● **What to do**:
Search the data for "stream". Return each matching line.

Listed entries section start

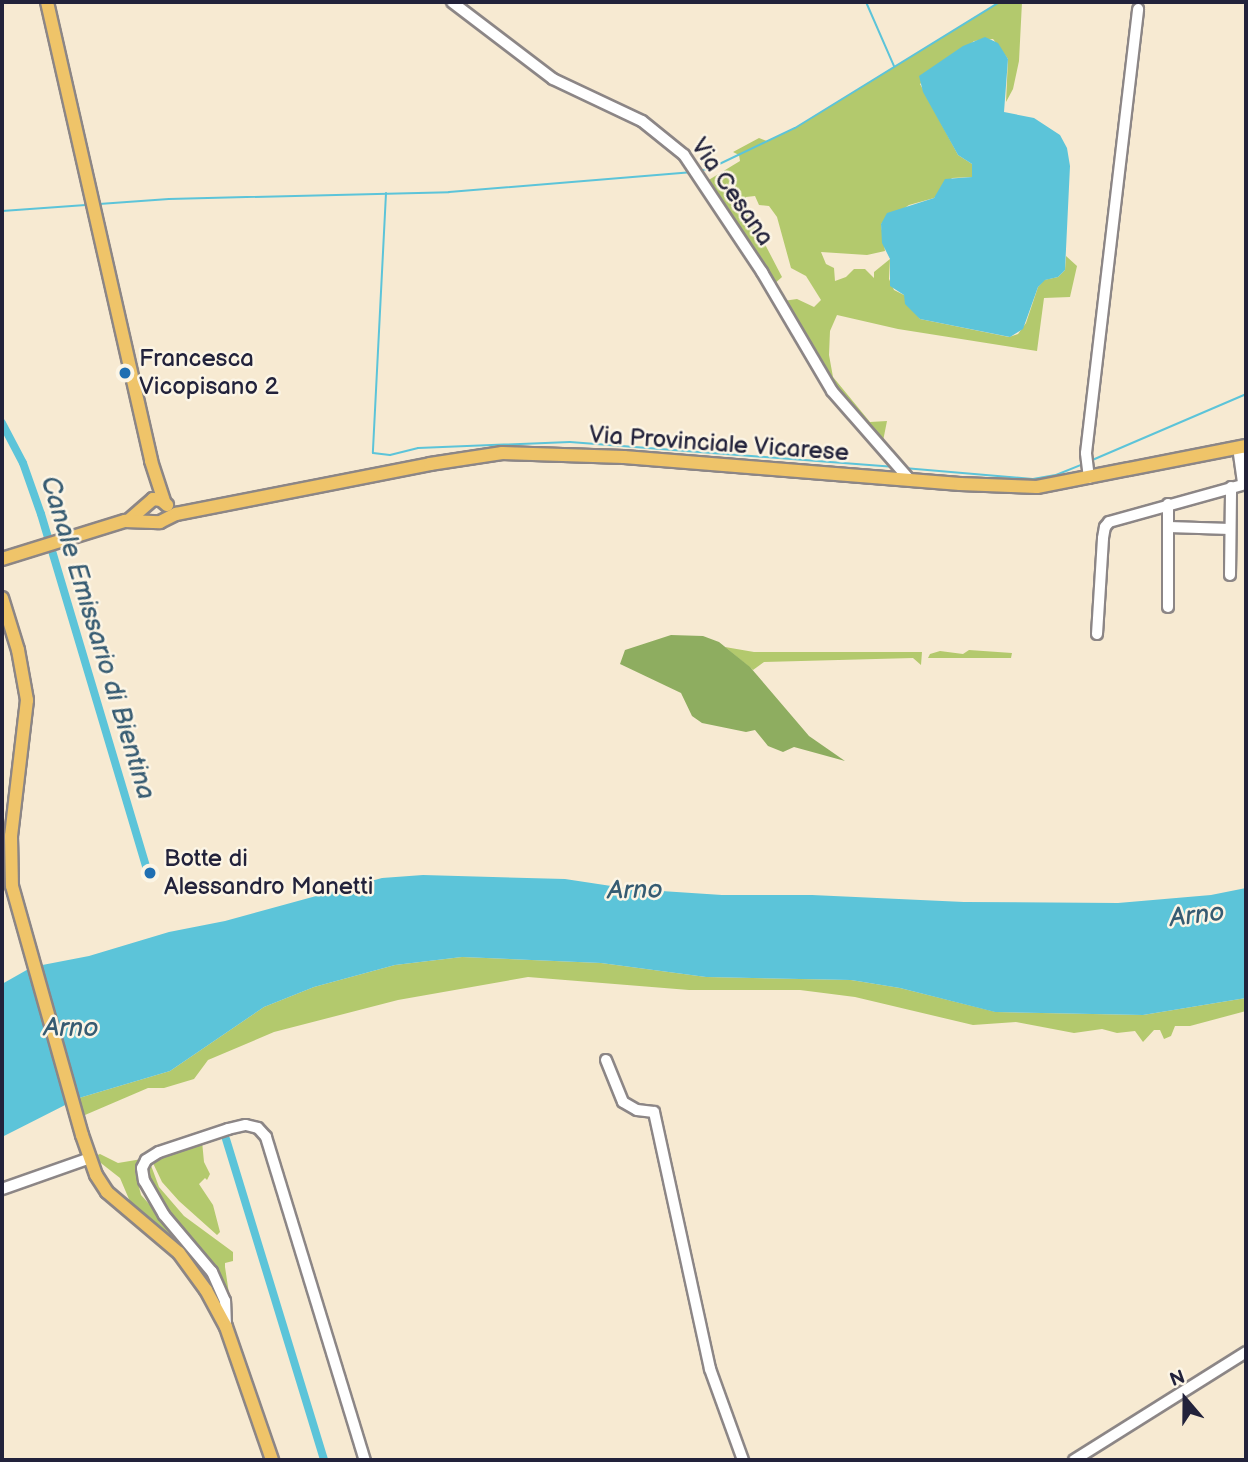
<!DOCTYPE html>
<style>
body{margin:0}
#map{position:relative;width:1248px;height:1462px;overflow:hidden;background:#f7ead2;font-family:"Balsamiq Sans",sans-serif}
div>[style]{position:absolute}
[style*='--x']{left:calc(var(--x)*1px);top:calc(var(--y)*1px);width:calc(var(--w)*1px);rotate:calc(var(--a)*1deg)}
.green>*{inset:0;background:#b3c96d}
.forest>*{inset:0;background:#8ead60}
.water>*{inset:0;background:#5cc4d9}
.stream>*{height:2px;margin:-1px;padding:0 1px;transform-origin:1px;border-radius:1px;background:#5cc4d9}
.canal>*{height:8px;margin:-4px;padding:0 4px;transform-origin:4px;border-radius:4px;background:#5cc4d9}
.roads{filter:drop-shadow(2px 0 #8c8686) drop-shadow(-2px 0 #8c8686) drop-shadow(0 2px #8c8686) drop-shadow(0 -2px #8c8686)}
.minor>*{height:10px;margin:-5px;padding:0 5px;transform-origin:5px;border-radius:5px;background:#fff}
.major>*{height:12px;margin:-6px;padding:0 6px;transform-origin:6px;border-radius:6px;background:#efc469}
.dots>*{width:19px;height:19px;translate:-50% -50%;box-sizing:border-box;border:4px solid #fcf5e5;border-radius:50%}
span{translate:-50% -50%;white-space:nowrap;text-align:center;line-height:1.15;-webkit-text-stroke:5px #fcf5e5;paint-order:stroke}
.street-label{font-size:24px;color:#22223b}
.poi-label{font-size:24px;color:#22223b}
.left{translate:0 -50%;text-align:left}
.water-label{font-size:26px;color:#365b72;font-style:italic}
.frame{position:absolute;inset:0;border:4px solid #22223b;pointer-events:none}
.north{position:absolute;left:1150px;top:1364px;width:70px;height:70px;-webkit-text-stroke:5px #fcf5e5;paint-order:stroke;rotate:340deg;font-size:19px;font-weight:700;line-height:28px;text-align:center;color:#22223b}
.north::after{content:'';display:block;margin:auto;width:24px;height:32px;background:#22223b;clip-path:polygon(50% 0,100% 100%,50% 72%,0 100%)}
</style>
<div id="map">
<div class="green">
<i style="clip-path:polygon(1000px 2px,1022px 2px,1019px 61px,1013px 89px,1006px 102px,1008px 59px,993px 39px,974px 41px,920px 84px,958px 155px,972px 164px,972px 177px,952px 178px,934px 198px,909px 205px,881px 224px,885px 251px,867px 255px,821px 252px,826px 264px,834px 268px,835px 281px,846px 277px,854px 269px,865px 269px,874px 278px,874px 272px,890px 259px,889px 279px,894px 290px,904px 295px,920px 319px,1009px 337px,1018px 334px,1026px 323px,1038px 287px,1044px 280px,1058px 277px,1065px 270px,1066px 256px,1077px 266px,1070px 297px,1044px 298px,1037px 351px,898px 329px,837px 315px,830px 331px,829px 355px,833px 377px,870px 422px,887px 421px,883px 441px,831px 382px,783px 301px,797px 299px,814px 307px,821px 300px,806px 276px,791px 268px,777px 217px,769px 206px,759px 205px,755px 196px,746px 197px,744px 204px,782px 277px,773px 285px,707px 181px,740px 161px,739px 155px,733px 152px,759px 138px,767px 141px,795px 128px)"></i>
<i style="clip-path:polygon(725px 647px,754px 652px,922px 652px,921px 665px,913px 658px,764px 662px,753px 670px)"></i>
<i style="clip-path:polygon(969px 650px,1012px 653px,1011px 658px,928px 658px,930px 654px,940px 651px,963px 654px)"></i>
<i style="clip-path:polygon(462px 957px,601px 963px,706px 977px,851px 980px,900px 988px,996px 1012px,1143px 1015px,1246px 998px,1246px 1011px,1190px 1026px,1175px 1026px,1171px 1036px,1164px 1039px,1160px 1030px,1154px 1030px,1143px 1042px,1135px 1031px,1117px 1033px,1102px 1029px,1074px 1033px,1016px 1022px,973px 1025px,855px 997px,800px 990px,689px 990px,528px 977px,398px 1000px,274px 1032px,208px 1060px,194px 1079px,164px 1088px,148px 1088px,85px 1115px,79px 1098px,170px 1071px,264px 1007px,314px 987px,395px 965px)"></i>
<i style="clip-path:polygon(202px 1141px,204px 1162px,210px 1174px,207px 1180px,205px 1178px,199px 1184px,213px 1205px,220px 1232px,217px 1235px,179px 1201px,162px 1182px,152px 1161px,158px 1155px)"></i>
<i style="clip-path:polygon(100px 1154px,118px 1163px,142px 1159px,135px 1171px,141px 1195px,186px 1245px,188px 1251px,134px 1211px,120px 1178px,97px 1160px,95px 1156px)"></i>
<i style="clip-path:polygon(149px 1160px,159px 1187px,184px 1216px,233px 1252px,233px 1261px,225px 1263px,225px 1267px,231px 1307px,209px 1258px,152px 1190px,144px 1167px)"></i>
</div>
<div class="forest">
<i style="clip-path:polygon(671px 635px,703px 636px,719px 642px,750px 667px,809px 736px,845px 761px,794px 747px,783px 752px,768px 746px,755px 730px,746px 732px,702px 723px,692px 716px,681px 693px,620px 664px,625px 650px)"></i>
</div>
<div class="water">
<i style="clip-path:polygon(985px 37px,998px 43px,1008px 59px,1004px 112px,1034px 118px,1060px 135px,1067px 148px,1070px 166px,1065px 270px,1058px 277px,1045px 280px,1038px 287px,1023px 329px,1010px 337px,920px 319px,905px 304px,904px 295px,890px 286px,890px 259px,882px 243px,881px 224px,887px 213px,934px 198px,945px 179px,972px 177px,972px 164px,958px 155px,923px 92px,919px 76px,963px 46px)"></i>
<i style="clip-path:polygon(423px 875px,565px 879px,631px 889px,722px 895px,812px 895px,964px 902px,1118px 903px,1211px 895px,1246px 888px,1246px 998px,1143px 1015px,995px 1012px,900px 988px,851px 980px,706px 977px,601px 963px,462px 957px,395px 965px,314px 987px,264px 1007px,170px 1071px,79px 1098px,2px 1137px,2px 984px,32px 967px,89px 956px,169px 932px,225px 921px,382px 878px)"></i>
</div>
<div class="stream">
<i style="--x:866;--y:2;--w:70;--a:66.4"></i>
<i style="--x:699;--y:171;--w:12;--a:-14"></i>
<i style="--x:711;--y:168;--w:93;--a:-25.5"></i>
<i style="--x:795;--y:128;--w:241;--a:-31.6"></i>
<i style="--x:386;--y:193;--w:260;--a:92.9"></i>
<i style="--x:373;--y:453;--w:17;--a:7"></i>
<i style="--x:390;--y:455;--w:29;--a:-14"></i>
<i style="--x:418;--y:448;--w:152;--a:-2.3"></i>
<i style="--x:570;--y:442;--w:323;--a:4.4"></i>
<i style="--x:99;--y:204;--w:70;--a:-4.1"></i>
<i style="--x:169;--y:199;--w:280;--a:-1.4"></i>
<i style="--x:449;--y:192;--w:242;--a:-4.7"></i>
<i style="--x:2;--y:211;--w:84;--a:-4.1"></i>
<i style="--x:1090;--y:461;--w:170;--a:-23.2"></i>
<i style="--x:904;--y:468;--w:129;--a:4.9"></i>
<i style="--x:1033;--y:479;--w:23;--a:-10"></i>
<i style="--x:1056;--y:475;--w:31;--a:-22"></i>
</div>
<div class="canal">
<i style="--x:2;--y:423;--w:45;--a:62.3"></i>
<i style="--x:23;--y:463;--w:54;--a:70.6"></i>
<i style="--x:41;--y:514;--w:368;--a:73.4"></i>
<i style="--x:226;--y:1139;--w:336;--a:73"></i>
</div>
<div class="roads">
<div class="minor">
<i style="--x:452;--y:2;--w:127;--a:37.3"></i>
<i style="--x:553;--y:79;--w:98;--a:25.3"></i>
<i style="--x:642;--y:121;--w:54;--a:39"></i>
<i style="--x:684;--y:155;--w:141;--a:56.3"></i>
<i style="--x:762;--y:272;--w:138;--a:59.5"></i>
<i style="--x:832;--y:391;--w:117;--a:48.8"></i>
<i style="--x:1238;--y:447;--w:37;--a:82"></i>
<i style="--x:1089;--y:478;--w:25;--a:-97"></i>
<i style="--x:1086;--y:453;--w:447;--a:-83.3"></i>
<i style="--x:1168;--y:504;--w:103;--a:90"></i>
<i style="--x:1169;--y:527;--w:61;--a:1.9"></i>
<i style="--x:1230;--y:575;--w:88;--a:-89.3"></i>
<i style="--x:1097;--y:634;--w:96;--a:-86.4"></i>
<i style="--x:1103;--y:538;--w:11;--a:-80"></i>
<i style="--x:1105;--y:527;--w:6;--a:-51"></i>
<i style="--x:1109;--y:522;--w:142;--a:-15.5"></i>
<i style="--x:606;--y:1060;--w:45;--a:68"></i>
<i style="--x:623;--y:1102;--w:16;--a:30"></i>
<i style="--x:637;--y:1110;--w:17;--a:7"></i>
<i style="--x:654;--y:1112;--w:263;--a:77.7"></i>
<i style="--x:710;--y:1369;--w:97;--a:70.1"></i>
<i style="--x:2;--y:1189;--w:93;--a:-19.4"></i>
<i style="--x:226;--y:1327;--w:26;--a:-92"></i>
<i style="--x:225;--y:1301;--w:32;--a:-114"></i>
<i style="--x:212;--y:1272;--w:75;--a:-130.1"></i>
<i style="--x:164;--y:1215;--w:39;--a:-120"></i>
<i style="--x:144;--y:1181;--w:13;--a:-99"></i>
<i style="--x:142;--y:1168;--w:9;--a:-63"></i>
<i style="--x:146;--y:1160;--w:15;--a:-32"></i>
<i style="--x:159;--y:1152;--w:73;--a:-18.4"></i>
<i style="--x:228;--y:1129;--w:18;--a:-13"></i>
<i style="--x:246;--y:1125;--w:12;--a:14"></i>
<i style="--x:258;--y:1128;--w:12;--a:48"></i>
<i style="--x:266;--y:1137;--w:338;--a:73"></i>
<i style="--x:1074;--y:1460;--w:203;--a:-32.1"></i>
</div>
<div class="major">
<i style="--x:47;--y:2;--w:471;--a:77.2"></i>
<i style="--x:151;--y:461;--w:42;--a:72"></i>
<i style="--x:129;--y:520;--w:32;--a:-41"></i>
<i style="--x:153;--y:499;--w:8;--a:7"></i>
<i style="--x:161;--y:500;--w:8;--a:40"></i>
<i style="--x:2;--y:559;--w:129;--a:-17.2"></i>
<i style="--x:125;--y:521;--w:35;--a:2"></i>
<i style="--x:160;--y:522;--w:18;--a:-27"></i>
<i style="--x:176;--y:514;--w:259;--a:-11.1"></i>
<i style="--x:430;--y:464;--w:73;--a:-8.7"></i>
<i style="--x:502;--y:453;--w:122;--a:1.9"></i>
<i style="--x:624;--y:457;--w:337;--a:4.6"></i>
<i style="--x:960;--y:484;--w:77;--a:2.2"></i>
<i style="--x:1037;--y:487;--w:213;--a:-11.1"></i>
<i style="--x:2;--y:598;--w:54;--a:72.9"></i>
<i style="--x:18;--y:650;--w:51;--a:79.8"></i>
<i style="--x:27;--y:700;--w:137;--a:96.7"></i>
<i style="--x:11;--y:836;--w:50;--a:88.9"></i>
<i style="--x:12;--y:886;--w:259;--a:74.3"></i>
<i style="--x:82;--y:1135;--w:42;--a:70.7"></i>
<i style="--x:96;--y:1175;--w:20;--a:57"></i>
<i style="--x:107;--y:1192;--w:94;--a:40.3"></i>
<i style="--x:179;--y:1253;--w:46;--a:53.9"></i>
<i style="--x:206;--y:1290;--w:42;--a:61.6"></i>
<i style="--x:226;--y:1327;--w:141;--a:70.9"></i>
</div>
</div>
<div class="dots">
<i style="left:125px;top:373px;background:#1f6fb2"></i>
<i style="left:150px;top:873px;background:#1f6fb2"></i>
</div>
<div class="street-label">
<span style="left:732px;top:192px;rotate:55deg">Via Cesana</span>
<span style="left:719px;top:444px;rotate:4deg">Via Provinciale Vicarese</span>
</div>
<div class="poi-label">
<span class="left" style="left:139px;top:373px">Francesca<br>Vicopisano 2</span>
<span class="left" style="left:164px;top:873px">Botte di<br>Alessandro Manetti</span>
</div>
<div class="water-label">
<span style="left:97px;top:638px;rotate:73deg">Canale Emissario di Bientina</span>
<span style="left:635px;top:891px;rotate:-1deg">Arno</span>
<span style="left:1197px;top:916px;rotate:-7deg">Arno</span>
<span style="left:71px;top:1029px">Arno</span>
</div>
<div class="frame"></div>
<div class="north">N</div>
</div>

Listed entries section end

● **Solution for this task**:
.stream>*{height:2px;margin:-1px;padding:0 1px;transform-origin:1px;border-radius:1px;background:#5cc4d9}
<div class="stream">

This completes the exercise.